World Zoonoses Day on 6 July is dedicated to raising awareness and understanding of zoonoses – diseases that spread from animals to humans. Zoonoses are a focus of research at The Pirbright Institute, a national research centre that works to enhance the UK’s capability to contain, control and eliminate viral diseases of livestock and those that can spread from animals to humans. Nipah virus (NiV) infection is an example of a newly emerging zoonotic virus that infects and causes disease in a wide range of animals as well as humans.

Earlier this year an outbreak of NiV in the South Indian state of Kerala caused the deaths of seventeen people, though no new cases have been reported since 30 May, 2018. Despite periodic outbreaks and an estimated risk to more than 2 billion people through the broad host range of the virus, and the widespread distribution of the NiV natural reservoir species, Old World fruit bats, no vaccines or therapeutics are currently approved for human or livestock use.

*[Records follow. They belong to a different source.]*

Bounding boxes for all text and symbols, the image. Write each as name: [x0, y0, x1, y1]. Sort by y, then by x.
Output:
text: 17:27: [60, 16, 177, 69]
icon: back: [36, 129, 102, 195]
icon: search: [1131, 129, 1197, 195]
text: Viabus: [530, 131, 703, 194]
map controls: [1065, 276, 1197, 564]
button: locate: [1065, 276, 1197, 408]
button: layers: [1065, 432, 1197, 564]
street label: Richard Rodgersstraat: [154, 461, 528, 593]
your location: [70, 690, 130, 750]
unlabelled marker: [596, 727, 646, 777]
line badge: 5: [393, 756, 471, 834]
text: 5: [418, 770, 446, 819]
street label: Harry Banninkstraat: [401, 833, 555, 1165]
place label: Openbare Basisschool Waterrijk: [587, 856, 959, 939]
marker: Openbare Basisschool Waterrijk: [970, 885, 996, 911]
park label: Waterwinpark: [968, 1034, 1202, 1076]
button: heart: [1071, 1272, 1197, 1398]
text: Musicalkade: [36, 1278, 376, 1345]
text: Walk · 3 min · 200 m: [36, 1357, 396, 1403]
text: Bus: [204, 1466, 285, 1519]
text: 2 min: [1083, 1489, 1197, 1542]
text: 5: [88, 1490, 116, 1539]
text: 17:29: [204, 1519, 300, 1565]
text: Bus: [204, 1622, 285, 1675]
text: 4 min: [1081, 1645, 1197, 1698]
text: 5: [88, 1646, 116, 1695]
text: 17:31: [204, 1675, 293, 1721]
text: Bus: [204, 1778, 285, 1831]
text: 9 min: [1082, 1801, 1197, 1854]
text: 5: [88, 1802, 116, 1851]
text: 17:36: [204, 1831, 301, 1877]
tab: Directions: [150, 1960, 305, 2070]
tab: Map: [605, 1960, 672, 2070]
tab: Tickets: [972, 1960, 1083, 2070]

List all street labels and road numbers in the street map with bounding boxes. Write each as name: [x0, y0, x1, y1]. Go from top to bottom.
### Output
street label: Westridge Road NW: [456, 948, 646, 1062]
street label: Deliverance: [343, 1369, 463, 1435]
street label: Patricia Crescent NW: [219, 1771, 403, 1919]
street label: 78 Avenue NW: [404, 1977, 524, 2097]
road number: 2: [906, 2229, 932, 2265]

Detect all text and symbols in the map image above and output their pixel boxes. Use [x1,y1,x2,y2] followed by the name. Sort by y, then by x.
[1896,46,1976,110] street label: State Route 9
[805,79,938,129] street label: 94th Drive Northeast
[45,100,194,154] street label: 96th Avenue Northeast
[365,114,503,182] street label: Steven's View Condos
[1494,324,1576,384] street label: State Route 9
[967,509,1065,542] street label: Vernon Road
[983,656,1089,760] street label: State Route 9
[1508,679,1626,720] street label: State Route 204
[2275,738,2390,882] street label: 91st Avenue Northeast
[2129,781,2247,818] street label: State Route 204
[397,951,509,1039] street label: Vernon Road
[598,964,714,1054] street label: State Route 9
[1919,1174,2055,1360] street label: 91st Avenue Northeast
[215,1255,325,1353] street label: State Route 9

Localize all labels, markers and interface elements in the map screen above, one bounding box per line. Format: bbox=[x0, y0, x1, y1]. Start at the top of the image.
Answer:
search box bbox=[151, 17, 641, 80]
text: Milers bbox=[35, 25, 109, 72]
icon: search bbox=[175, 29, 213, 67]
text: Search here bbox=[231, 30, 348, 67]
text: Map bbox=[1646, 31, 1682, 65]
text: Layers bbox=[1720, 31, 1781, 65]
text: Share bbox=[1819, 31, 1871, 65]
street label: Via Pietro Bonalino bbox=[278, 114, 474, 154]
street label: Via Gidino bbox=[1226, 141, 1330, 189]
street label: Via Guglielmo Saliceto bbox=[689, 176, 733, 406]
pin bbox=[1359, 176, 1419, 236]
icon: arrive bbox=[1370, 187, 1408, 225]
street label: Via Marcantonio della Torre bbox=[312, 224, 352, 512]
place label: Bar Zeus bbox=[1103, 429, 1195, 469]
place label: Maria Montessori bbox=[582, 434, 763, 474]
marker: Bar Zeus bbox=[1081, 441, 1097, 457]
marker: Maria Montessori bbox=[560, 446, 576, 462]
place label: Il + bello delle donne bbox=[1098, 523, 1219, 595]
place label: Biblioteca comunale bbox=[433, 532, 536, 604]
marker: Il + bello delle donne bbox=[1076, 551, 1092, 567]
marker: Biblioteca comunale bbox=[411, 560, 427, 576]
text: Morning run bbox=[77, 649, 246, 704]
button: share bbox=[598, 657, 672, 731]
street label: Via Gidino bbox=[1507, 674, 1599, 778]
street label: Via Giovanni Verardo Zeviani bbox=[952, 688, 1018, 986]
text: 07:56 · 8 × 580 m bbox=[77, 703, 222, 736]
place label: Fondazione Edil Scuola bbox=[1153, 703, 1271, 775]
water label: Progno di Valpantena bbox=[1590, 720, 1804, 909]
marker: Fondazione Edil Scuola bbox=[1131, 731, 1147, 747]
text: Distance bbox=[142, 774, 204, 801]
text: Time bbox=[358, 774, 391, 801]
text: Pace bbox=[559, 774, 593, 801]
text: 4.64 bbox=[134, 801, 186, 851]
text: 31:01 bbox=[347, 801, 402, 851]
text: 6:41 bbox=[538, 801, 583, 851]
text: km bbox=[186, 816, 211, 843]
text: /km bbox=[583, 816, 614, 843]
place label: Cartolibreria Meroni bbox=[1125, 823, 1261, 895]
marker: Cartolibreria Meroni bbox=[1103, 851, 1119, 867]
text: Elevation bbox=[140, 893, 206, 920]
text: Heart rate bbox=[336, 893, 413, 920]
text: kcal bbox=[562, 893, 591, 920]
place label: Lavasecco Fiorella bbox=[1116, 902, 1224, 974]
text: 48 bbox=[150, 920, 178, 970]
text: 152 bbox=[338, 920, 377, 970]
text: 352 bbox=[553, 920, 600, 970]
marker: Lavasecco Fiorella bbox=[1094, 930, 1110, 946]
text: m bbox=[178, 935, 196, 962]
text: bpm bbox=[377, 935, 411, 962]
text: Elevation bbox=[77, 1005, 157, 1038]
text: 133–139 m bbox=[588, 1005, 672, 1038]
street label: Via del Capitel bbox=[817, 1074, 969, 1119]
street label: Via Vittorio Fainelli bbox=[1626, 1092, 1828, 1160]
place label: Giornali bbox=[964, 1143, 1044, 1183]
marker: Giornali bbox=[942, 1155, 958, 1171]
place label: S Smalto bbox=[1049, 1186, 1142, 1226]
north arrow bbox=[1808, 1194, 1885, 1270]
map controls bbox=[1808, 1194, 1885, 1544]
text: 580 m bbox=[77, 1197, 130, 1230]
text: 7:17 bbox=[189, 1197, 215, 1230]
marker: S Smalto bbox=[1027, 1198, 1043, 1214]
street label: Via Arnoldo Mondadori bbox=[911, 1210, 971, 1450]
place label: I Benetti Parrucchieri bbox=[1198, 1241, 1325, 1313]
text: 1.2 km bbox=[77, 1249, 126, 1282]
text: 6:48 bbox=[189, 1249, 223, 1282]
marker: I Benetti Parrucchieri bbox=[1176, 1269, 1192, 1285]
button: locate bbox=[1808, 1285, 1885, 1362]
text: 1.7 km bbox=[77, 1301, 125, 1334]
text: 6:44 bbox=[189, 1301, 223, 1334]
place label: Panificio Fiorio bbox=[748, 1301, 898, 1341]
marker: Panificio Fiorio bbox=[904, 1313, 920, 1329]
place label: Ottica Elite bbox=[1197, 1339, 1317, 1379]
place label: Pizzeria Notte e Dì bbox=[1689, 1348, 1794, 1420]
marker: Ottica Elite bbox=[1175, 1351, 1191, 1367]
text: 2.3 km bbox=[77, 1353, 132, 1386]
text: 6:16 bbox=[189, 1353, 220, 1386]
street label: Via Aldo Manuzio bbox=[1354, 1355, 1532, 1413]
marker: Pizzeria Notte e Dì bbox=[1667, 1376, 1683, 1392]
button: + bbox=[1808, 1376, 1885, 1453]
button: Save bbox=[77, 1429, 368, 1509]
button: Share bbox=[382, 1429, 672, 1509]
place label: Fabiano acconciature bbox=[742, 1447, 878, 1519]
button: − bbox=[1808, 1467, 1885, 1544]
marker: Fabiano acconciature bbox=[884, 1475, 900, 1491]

Dr. Simon Graham, leader of the Porcine Reproductive and Respiratory Syndrome Immunology group has been awarded a grant from Innovate UK to lead an international team developing an inexpensive, safe and effective vaccine to protect pigs against NiV. Pigs played a significant role in transmission of the virus to humans during the first recorded outbreak of NiV in Malaysia in 1998-99 and its spread to Singapore.

Researchers at Pirbright, the University of Oxford, the University of Queensland and CSIRO in Australia, the University of Malaya, Malaysia, and Assam Agricultural University, India are working towards developing a variety of vaccine candidates that will then be tested in pigs, with the idea that the strongest candidate will go forward for further development and testing.

Dr. Dalan Bailey and the Viral Glycoproteins group study how viruses use glycoproteins, the proteins that stick out from viruses like spikes, to attach to and enter the cells they infect. For the Innovate UK grant project they are developing four NiV vaccine candidates, one of which is engineered to produce a secreted form of the NiV glycoprotein G, sG, which may produce a robust virus-neutralising serum antibody response.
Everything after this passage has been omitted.